While recovering from a stroke, McNally particularly remembered Bodden’s support.

“He gave me extra help … spending many hours of his own time with me,” he said. “I will miss him as a musician and a friend but consider myself very lucky to have known him.”

Alicia Zeiler, a student of Bodden’s, remembered his rigorous approach, but also the efforts he made to keep music fun.

“In music school, you’re taught that certain composers are the ‘greats,’ very serious, shown respect, etc.,” she said, remembering how, on the other hand, Bodden included films like “The Princess Bride” and jazz favorites by Ella Fitzgerald in his curriculum.

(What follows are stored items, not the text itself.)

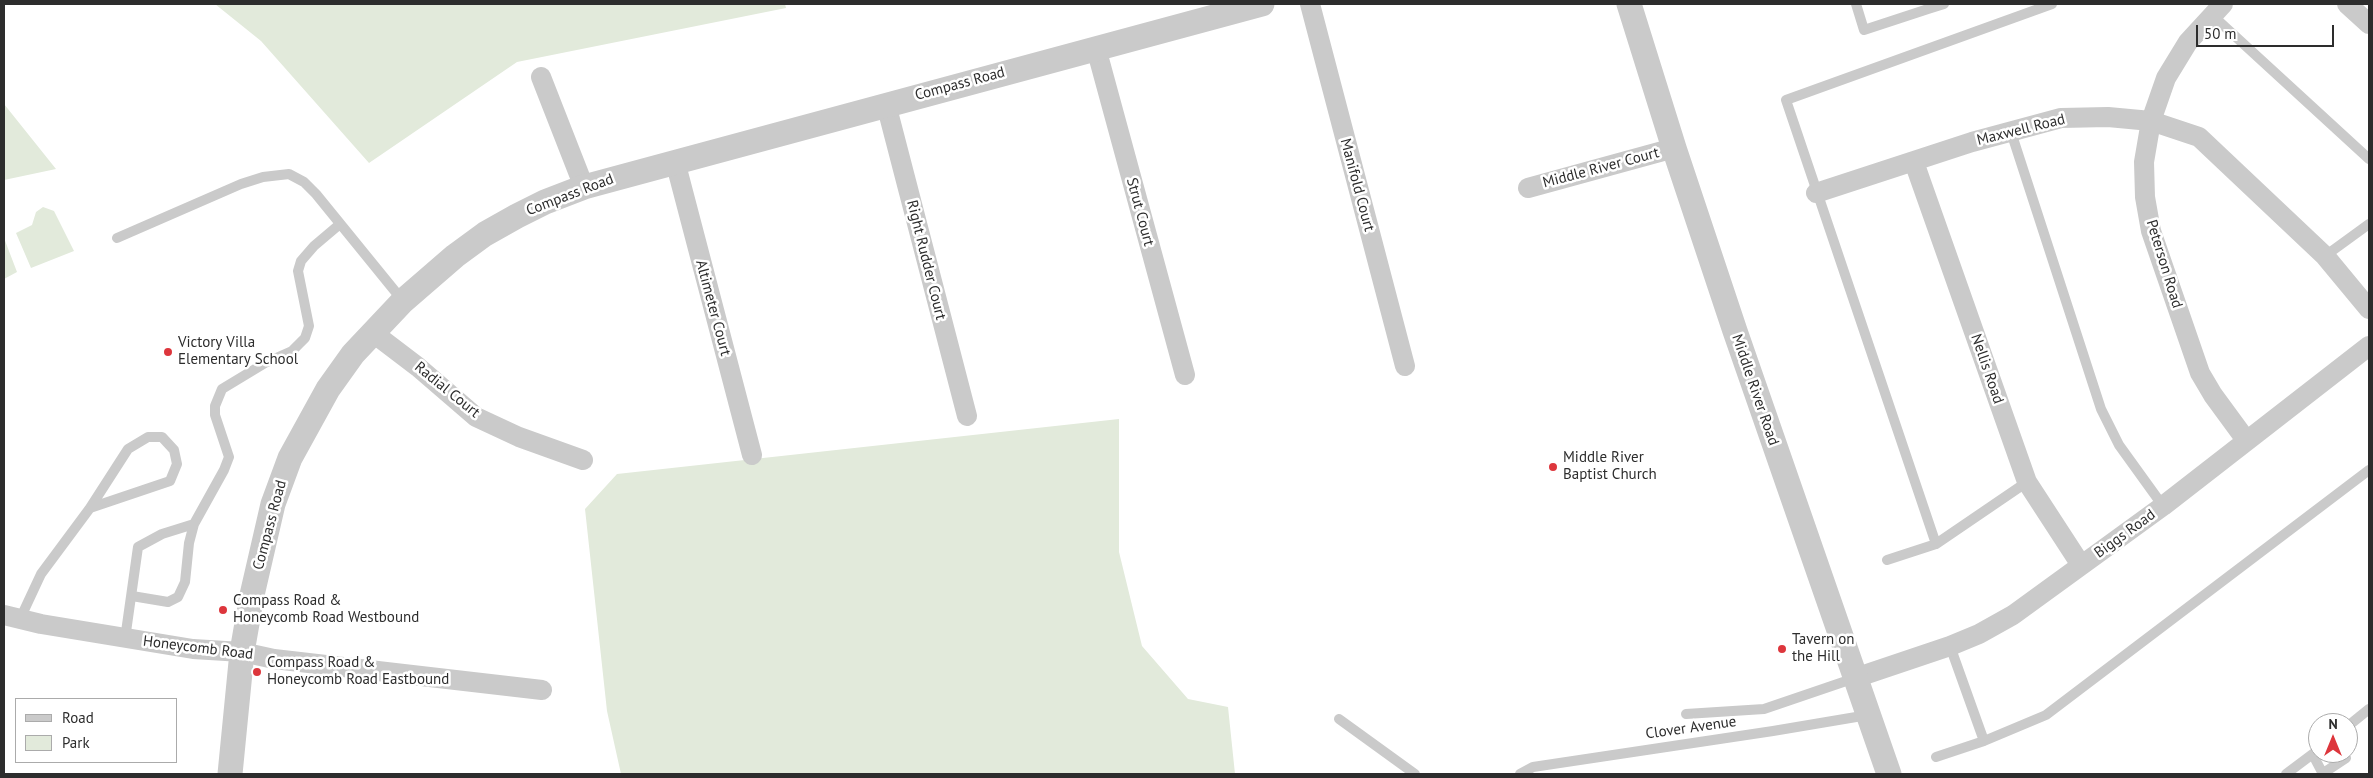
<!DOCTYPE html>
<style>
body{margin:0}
#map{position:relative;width:2373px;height:778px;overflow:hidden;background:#fff;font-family:"PT Sans",sans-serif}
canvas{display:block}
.frame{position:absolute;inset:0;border:5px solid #2d2d2d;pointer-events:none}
.legend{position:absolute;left:15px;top:698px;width:162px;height:65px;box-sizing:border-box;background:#fff;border:1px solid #ababab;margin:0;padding:6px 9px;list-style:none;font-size:15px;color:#2d2d2d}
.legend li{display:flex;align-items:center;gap:10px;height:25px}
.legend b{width:25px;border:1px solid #ababab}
.north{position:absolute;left:2308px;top:713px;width:50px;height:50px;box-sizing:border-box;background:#fff;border:1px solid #ababab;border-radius:50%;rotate:0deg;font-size:14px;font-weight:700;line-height:20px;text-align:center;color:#2d2d2d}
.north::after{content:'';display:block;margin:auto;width:18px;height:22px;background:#dd363c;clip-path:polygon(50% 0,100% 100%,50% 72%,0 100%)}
.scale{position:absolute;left:2196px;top:25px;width:138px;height:22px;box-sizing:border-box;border:2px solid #2d2d2d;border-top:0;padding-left:6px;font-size:15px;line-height:18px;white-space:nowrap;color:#2d2d2d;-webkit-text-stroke:4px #fff;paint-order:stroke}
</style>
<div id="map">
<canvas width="2373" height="778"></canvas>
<div class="frame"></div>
<ul class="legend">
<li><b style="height:6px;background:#cacaca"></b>Road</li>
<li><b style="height:14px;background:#e2eadb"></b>Park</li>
</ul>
<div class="north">N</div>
<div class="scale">50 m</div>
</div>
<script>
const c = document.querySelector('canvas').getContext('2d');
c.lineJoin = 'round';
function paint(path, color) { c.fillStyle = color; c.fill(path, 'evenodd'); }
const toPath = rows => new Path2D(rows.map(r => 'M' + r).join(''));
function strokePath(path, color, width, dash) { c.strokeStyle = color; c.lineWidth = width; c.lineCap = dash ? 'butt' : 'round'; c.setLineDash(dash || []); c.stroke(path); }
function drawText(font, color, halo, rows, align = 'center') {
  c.font = font + ' "PT Sans",sans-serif'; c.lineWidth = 5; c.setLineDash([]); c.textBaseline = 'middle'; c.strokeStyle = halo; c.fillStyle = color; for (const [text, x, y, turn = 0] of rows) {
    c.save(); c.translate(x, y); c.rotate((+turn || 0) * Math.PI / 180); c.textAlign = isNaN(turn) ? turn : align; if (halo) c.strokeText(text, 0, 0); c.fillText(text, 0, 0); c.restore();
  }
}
paint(toPath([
 [215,4,785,4,786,8,517,62,369,163,261,41],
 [4,104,56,169,4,180],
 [43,207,54,211,74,251,31,268,16,233,32,225,36,212],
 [4,238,17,272,4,279],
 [1119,419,1119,552,1142,646,1188,699,1228,707,1235,774,621,774,607,711,585,509,617,474]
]), '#e2eadb');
strokePath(toPath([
 [1856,4,1864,30,1928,9,1929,4],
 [1928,9,1944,4],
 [2212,15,2369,159],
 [2011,132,2101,409,2119,445,2163,506],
 [117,238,241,184,263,177,289,174,304,182,316,194,403,301],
 [2325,256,2369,224],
 [2027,482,1936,544,1786,100,2052,4],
 [1887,560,1936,544],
 [132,596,168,602,178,597,185,582,189,543,194,524,224,470,229,457,215,415,215,406,222,389,265,363,292,351,305,338,309,326,298,271,301,261,314,246,340,224],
 [20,619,41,574,90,508,170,481,177,464,174,450,162,437,148,437,128,449,90,508],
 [125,639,138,547,162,534,194,524],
 [1950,646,1984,741],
 [1686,714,1764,709,1855,678],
 [1339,719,1415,774],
 [2348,726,2369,709],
 [2313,755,2323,774],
 [1936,757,1984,741,2046,715,2369,470],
 [1520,774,1533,767,1773,731,1868,715],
 [2286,774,2318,750],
 [2322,774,2346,758]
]), '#cacaca', 10);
strokePath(toPath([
 [1310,4,1405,366],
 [2223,4,2188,42,2166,78,2151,121,2144,162,2145,197,2151,231,2200,373,2213,395,2246,440],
 [2347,4,2369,24],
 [1096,48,1185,375],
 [541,77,584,187],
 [886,104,967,416],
 [675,161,752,455],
 [1914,162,2027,482,2081,565],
 [1528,188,1674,148],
 [1816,193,1972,142,2061,118,2108,117,2151,121,2199,137,2325,256,2369,309],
 [372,332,418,367,476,417,519,437,583,460],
 [4,615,41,624,193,649,242,652,274,659,542,690],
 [1855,678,1950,646,1979,634,2013,615,2163,506,2369,346]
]), '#cacaca', 20);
strokePath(toPath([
 [1629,4,1674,148,1735,331,1889,774],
 [230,774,242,652,252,595,273,504,290,458,328,389,353,354,403,301,455,256,485,234,517,216,545,202,584,187,1262,4]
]), '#cacaca', 25);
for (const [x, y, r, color] of [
 [168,352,5,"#dd363c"],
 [1553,467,5,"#dd363c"],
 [223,610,5,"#dd363c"],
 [1782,649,5,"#dd363c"],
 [257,672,5,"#dd363c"]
]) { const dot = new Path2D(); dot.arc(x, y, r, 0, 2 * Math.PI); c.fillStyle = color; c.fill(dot); strokePath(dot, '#fff', 2); }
drawText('15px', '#2d2d2d', '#fff', [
 ["Compass Road",960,84,-15],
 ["Maxwell Road",2021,130,-14],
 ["Middle River Court",1601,168,-15],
 ["Manifold Court",1357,185,75],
 ["Compass Road",570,195,-21],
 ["Strut Court",1140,212,75],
 ["Right Rudder Court",926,260,76],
 ["Peterson Road",2164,264,73],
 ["Altimeter Court",713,308,75],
 ["Nellis Road",1987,369,71],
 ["Radial Court",447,390,39],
 ["Middle River Road",1755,390,71],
 ["Compass Road",270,525,-75],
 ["Biggs Road",2125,534,-36],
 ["Honeycomb Road",198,648,7],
 ["Clover Avenue",1691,728,-8]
]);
drawText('15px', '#2d2d2d', '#fff', [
 ["Victory Villa",178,343],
 ["Elementary School",178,360],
 ["Middle River",1563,458],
 ["Baptist Church",1563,475],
 ["Compass Road &",233,601],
 ["Honeycomb Road Westbound",233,618],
 ["Tavern on",1792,640],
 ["the Hill",1792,657],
 ["Compass Road &",267,663],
 ["Honeycomb Road Eastbound",267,680]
], 'left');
</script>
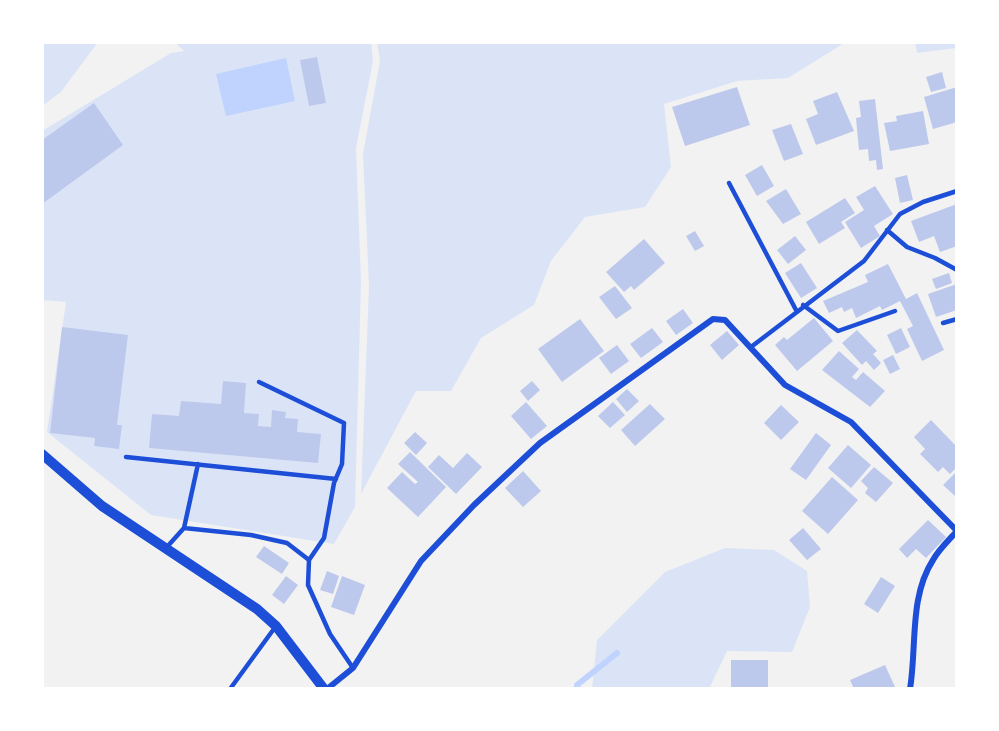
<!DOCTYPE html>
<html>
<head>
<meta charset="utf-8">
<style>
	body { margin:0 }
	#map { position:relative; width:999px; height:731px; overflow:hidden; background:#f2f2f2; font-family:Overpass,sans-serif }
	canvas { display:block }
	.frame { position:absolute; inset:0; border:44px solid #fff; pointer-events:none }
</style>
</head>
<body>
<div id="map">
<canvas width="999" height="731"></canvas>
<div class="frame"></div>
</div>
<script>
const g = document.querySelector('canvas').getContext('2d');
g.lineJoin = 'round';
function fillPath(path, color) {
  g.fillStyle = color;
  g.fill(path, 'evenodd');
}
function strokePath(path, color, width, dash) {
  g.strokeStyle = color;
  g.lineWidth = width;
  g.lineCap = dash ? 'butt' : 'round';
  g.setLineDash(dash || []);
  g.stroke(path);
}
const green = new Path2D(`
	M42,42H98L61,92L42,106Z
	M175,42H371L373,61L356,148L361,282L355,507L334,544L151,515L47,432L66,302L42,300V131L171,53L184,51Z
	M377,42H846L788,78L737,81L664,104L671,167L645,207L585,217L551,261L534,305L481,338L451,391H416L361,494L369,286L363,154L380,61Z
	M915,42H957V48L917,53Z
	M725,548L774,550L807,571L810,607L792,652L727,651L709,689H592L597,640L665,572Z`);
const water = new Path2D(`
	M286,58L295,101L226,116L216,74Z`);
const stream = new Path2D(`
	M577,689V685L617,653`);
const building = new Path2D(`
	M317,57L326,103L309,106L300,60Z
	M942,72L946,88L931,92L926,77Z
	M737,87L750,125L685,146L672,107Z
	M957,87V122L933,129L924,97Z
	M837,92L854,131L816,145L806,119L818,114L813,101Z
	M875,99L883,169L877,170L876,160L869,161L868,149L859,150L856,118L861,117L859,101Z
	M94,103L123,145L42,204V140Z
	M923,111L929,144L890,151L884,123L897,121L896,116Z
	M791,124L803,154L784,161L772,130Z
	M762,165L774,186L757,196L745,175Z
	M907,175L913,200L900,203L895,178Z
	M875,186L893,214L874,226L880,236L861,248L845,222L864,210L856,197Z
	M786,189L801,214L783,224L766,201Z
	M845,198L855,213L841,222L845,228L819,244L806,222Z
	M957,204V246L940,252L934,236L919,242L911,221Z
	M695,231L704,246L695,251L686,236Z
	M795,236L806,250L788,264L777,250Z
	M644,239L665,263L634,290L631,286L624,292L606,272Z
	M801,263L817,288L801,298L785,273Z
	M888,264L906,299L917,293L944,350L922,361L907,329L913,326L900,301L882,310L880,306L856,318L852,308L844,312L842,307L829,313L823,301L868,282L865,275Z
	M949,273L952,283L936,289L932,279Z
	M957,284V310L936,317L928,294Z
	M615,286L632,308L616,319L599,297Z
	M683,309L693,323L676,335L666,321Z
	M814,318L833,341L797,371L775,345L784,337L787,340Z
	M580,319L604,351L562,382L538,349Z
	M62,327L128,335L117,425H122L119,449L94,446L95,438L50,433Z
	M652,328L663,342L641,358L630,344Z
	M901,328L910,347L896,354L887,335Z
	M857,330L877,351L873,354L881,363L874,370L866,361L862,365L842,343Z
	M727,331L739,345L722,360L710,345Z
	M617,345L629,361L611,374L599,358Z
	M839,351L859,369L852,377L856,380L863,372L885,391L870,407L822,370Z
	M893,355L900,369L890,374L883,360Z
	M223,381L246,383L244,413L259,414L258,426L271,427L272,410L286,412L285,418L298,419L297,432L321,434L318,463L149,448L152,414L179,416L181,401L221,404Z
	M532,381L540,390L528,401L520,391Z
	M627,389L639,401L627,412L616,399Z
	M526,402L547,426L531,439L511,416Z
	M613,402L625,415L610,428L598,416Z
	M650,404L665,419L635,446L621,430Z
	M781,405L799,422L781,440L764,423Z
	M931,420L957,447V467L950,474L943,467L938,472L920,454L925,449L914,437Z
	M415,432L427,443L416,455L404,443Z
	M816,433L831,445L806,480L790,469Z
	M848,445L871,465L851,488L828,468Z
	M410,452L446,487L418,517L387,488L402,472L415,484L418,482L398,464Z
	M467,453L482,467L456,494L428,467L439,455L453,468Z
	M874,467L893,483L876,502L865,493L868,488L861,481Z
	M523,471L541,491L523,507L505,488Z
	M957,471V494L955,496L943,485Z
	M832,477L858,500L828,534L802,511Z
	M928,520L946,537L926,558L916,549L907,558L899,549Z
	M803,528L821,549L807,560L789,540Z
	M264,546L289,563L282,574L256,557Z
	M327,571L339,576L333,594L320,590Z
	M286,576L298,585L284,604L272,595Z
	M342,576L365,585L354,615L331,607Z
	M881,577L895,586L878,613L864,604Z
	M731,660H768V689H731Z
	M885,665L896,689H854L850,680Z`);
const service = new Path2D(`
	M729,183L796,310
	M887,230L907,247L935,258L957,270
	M803,305L838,331L895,311
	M943,323L957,319
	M751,347L864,261L900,214L923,202L957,191
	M259,382L344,423L342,464L334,483L324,538L309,560
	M126,457L336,479
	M184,528L198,464
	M166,548L184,528L251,535L287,543L309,560L308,585L330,634L353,668
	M230,689L276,626`);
const minor = new Path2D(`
	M327,689L353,668L421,561L474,505L540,443L713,319L725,320L785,385L851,422L957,531
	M910,689C917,647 909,597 933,560C939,549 949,540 957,531`);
const tertiary = new Path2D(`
	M42,454L102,506L257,609L276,626L324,689`);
fillPath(green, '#dbe4f7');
fillPath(water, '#bfd3fe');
strokePath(stream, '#bfd3fe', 6);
fillPath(building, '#bdc9ec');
strokePath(service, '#1d4ed8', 4.5);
strokePath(minor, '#1d4ed8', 6);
strokePath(tertiary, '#1d4ed8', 10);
</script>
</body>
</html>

“He taught others to see the fun in music, to make it humorous, silly, dramatic, crazy – nothing was ever very ‘serious’ to him,” she said. “The largest takeaway from this style of teaching for me was that music shows life.”

Zeiler remembered sitting next to Bodden onstage during a symphony concert.

“He was whispering and pointing out something funny, and I was trying my best to be the polite, studious, quiet symphony member,” she said. “I realized that this was music-making for him.

“It wasn’t always about being the perfect symphony musician … don’t get me wrong, he was a great member of the symphony. But I think what made him stand out as a human, and musician, was his ability to bring joy to those around him, and have that joy himself in his own life.”